EXERCISE BRIEF: Looking through the listing below, state how many lines have the word "linecap" in them. Only the number should be given.

DATA TO PROCESS Start Marker

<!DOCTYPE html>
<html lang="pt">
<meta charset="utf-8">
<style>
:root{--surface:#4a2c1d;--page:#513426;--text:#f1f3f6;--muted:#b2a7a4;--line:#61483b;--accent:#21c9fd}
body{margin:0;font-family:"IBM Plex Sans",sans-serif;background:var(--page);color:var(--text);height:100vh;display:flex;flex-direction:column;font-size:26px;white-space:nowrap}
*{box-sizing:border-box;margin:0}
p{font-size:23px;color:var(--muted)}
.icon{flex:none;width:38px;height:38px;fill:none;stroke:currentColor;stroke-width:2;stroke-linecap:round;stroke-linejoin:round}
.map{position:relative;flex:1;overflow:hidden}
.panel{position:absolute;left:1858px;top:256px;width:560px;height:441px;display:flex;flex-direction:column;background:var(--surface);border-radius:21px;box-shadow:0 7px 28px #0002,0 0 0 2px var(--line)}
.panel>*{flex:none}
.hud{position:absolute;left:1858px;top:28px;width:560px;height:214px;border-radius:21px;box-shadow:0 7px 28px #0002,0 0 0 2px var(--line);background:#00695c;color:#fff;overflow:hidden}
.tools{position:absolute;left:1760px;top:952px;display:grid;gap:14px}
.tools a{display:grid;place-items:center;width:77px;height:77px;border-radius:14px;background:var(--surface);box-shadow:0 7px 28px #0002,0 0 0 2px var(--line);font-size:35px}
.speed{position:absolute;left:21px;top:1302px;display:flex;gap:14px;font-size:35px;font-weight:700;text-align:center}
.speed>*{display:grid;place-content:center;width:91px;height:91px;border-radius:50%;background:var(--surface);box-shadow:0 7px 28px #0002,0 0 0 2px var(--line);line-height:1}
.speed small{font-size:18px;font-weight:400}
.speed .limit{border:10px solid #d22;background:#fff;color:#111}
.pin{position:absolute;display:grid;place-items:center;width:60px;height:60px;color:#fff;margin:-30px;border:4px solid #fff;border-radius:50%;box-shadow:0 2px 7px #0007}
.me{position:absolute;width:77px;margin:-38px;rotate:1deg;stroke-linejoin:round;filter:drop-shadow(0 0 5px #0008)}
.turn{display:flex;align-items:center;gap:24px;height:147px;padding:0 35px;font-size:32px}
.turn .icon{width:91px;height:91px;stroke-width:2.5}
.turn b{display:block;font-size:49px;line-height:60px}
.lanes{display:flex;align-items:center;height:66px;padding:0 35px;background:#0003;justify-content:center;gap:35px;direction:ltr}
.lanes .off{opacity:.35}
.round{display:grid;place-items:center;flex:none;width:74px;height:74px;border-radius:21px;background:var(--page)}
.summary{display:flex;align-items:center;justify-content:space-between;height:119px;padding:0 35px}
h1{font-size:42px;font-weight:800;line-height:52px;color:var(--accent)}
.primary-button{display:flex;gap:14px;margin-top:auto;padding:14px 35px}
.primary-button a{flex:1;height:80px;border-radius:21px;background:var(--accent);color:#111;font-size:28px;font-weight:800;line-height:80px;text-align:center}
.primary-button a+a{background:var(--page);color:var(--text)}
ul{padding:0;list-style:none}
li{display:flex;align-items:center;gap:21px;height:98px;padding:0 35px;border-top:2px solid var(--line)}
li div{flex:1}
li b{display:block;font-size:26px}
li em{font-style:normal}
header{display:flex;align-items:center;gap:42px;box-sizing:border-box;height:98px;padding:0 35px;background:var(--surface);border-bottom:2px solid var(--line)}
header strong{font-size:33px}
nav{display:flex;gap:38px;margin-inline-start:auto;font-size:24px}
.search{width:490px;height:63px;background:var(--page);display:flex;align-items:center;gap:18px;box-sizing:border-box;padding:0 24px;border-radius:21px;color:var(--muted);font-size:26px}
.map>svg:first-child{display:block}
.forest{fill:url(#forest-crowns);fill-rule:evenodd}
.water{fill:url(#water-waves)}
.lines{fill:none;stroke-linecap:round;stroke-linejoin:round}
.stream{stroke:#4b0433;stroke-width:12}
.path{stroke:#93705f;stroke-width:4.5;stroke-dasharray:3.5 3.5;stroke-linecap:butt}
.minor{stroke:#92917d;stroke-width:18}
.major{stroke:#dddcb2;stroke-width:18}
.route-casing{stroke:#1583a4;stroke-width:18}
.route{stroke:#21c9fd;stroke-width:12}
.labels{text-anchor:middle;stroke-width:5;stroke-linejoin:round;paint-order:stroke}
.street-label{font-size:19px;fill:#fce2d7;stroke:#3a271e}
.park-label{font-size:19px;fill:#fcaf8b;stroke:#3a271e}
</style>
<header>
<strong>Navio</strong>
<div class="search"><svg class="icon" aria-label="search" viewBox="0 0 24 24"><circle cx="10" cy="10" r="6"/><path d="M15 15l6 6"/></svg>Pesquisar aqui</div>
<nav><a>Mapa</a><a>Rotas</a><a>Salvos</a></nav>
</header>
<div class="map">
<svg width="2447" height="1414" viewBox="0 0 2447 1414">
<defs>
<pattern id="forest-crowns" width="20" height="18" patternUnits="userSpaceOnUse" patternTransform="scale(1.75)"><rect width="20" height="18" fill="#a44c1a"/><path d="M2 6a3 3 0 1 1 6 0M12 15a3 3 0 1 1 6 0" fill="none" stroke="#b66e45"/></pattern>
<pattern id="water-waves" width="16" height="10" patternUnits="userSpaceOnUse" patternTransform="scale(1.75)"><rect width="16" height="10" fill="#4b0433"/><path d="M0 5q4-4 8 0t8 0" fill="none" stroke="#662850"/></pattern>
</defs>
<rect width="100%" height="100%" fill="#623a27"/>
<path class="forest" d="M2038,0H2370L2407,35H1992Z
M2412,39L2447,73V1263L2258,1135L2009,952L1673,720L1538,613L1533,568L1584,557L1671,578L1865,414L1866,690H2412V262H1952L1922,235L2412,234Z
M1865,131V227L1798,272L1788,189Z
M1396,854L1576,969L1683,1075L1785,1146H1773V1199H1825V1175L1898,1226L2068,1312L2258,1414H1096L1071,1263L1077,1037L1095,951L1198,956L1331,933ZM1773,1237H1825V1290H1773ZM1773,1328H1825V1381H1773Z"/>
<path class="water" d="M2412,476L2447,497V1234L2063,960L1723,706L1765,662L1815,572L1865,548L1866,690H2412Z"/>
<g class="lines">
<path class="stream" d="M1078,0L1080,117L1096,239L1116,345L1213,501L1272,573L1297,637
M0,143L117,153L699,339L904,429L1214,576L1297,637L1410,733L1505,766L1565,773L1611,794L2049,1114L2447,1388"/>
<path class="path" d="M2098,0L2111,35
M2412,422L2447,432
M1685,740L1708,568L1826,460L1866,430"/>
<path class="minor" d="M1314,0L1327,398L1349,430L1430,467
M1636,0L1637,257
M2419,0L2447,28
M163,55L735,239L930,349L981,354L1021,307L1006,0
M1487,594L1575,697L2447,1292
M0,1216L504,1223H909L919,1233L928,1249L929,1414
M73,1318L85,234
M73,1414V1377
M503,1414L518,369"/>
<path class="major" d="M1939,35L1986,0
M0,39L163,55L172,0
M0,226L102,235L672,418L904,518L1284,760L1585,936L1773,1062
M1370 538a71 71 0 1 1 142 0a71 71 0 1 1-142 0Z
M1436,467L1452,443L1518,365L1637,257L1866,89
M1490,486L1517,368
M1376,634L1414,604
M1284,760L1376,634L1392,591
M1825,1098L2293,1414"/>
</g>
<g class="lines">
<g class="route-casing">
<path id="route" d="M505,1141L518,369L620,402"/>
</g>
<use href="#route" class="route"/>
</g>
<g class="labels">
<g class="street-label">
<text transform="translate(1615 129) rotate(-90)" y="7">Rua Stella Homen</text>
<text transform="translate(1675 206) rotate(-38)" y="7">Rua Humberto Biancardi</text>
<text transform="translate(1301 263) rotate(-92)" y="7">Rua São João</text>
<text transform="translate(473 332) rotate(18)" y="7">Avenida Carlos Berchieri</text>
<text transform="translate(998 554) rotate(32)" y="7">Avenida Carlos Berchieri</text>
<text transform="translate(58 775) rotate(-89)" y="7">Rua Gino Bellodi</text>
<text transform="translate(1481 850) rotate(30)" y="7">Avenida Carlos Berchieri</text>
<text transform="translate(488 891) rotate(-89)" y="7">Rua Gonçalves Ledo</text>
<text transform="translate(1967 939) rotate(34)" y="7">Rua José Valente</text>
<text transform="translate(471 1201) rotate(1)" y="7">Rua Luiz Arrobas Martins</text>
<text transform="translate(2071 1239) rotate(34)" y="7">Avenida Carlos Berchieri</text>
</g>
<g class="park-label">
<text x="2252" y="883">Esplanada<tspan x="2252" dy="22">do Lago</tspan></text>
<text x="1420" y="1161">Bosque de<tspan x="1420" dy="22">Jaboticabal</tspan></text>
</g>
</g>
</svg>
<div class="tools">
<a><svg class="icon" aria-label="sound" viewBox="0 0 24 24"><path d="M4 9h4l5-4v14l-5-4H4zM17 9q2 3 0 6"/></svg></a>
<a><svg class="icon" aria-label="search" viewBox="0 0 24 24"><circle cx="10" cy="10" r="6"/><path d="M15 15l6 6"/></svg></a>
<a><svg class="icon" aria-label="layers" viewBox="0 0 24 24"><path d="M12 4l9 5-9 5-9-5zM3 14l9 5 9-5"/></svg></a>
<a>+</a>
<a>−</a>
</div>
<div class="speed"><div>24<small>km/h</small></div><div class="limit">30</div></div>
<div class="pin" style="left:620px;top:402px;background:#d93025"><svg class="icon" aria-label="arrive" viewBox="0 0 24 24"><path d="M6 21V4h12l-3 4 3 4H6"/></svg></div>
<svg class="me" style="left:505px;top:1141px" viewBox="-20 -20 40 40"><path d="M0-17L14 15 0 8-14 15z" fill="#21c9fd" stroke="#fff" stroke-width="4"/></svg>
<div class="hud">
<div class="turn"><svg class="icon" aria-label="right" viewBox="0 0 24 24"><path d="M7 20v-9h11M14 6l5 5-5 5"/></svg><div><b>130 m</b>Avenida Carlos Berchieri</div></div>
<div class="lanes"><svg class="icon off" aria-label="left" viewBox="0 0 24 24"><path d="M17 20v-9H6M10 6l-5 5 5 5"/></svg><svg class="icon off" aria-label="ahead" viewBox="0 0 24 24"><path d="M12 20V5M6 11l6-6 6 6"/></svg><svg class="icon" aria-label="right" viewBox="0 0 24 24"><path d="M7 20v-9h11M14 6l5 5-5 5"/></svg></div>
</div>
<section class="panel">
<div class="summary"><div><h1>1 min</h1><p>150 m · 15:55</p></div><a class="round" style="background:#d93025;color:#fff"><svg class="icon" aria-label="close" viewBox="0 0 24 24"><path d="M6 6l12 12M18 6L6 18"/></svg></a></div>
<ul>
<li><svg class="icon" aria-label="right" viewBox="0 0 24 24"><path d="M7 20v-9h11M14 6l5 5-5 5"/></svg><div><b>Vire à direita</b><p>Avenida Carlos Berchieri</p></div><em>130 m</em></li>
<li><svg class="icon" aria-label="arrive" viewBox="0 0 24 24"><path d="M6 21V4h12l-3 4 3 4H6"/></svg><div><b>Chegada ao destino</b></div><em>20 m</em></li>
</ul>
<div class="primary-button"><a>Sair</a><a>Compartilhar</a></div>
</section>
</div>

DATA TO PROCESS End Marker

REPLY TO THE EXERCISE: 3